Há alguns anos, indiquei dois possíveis futuros em razão das normas trazidas pela alteração da LINDB: uma retórica das consequências, com mudança no estilo das decisões, sem alteração de conteúdo; e uma mudança na gramática, que constrangeria os julgadores a mudar, em certa medida, suas decisões.
Pois bem. Dois orientandos - a Stela Porto e o Felipe Romero - realizaram levantamento quantitativo, a sair como artigo acadêmico, sobre referências, na jurisprudência do Supremo e do STJ, aos artigos acrescidos à LINDB pela lei n. 13.655/2018. Foram escolhidos o STF e o STJ por sua abrangência nacional e sua ampla competência recursal. O recorte vai de 25 de abril de 2018, quando as alterações entraram em vigor, até 31 de dezembro de 2020. A busca foi realizada na ementa ou na legislação indexada dos acórdãos e no inteiro teor das decisões monocráticas.
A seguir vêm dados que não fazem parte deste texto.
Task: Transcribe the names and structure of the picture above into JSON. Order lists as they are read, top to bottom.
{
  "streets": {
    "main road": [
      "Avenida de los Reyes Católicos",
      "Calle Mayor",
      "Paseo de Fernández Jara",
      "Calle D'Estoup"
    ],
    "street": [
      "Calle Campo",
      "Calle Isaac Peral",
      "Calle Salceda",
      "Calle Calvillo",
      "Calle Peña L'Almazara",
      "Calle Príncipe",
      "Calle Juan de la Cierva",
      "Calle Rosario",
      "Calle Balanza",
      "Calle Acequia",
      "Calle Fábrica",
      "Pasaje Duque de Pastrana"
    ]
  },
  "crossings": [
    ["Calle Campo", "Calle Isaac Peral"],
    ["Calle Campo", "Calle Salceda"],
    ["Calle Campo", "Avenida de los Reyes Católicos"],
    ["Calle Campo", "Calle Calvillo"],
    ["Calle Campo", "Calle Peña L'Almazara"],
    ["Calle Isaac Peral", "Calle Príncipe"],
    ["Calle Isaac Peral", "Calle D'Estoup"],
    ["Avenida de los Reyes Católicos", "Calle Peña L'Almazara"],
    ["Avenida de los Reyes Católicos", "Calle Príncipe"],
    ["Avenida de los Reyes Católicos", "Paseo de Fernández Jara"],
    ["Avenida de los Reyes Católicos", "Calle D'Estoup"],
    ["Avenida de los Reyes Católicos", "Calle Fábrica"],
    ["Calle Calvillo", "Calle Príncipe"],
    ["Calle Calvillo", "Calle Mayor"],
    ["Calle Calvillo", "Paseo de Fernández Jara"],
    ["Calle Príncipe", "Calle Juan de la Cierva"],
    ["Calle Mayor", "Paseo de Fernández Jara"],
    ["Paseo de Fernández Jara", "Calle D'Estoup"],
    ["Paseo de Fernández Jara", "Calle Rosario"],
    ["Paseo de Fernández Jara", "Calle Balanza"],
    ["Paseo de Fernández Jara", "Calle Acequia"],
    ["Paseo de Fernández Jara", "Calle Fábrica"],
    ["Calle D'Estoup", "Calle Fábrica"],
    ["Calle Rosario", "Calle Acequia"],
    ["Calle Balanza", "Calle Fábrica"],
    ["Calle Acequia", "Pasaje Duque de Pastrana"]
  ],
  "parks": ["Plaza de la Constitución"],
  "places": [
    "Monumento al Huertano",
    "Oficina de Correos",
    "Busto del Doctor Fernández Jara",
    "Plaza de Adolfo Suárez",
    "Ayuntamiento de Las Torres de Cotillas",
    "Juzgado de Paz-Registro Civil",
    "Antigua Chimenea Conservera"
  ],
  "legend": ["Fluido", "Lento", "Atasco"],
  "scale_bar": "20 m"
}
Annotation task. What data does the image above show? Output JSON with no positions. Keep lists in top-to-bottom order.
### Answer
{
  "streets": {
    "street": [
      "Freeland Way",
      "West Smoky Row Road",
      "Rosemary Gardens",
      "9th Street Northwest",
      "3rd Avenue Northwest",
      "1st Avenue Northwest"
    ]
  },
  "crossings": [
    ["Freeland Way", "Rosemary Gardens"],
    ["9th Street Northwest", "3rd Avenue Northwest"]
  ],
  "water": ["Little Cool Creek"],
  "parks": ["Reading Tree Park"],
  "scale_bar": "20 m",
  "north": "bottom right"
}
Os argumentos de pesquisa incluíram os artigos 20 a 30, além de termos como LINDB, LICC, Lei de Introdução e lei 13.655.
O que os dados falam?
Entre acórdãos e decisões monocráticas, há 326 decisões mencionando os artigos: 81 decisões no STF (22 acórdãos e 59 monocráticas), e 245 no STJ (24 acórdãos e 221 monocráticas). Um dado otimista: o número de referências aumenta ano a ano. Cresceu cerca de 35% de 2018 para 2019, e 55% em 2020. Um dado ambíguo: mais de 70% das decisões só mencionam a LINDB no relatório. É plausível supor que a LINDB esteja sendo trazida nos recursos, ainda sem adesão plena na fundamentação das cortes.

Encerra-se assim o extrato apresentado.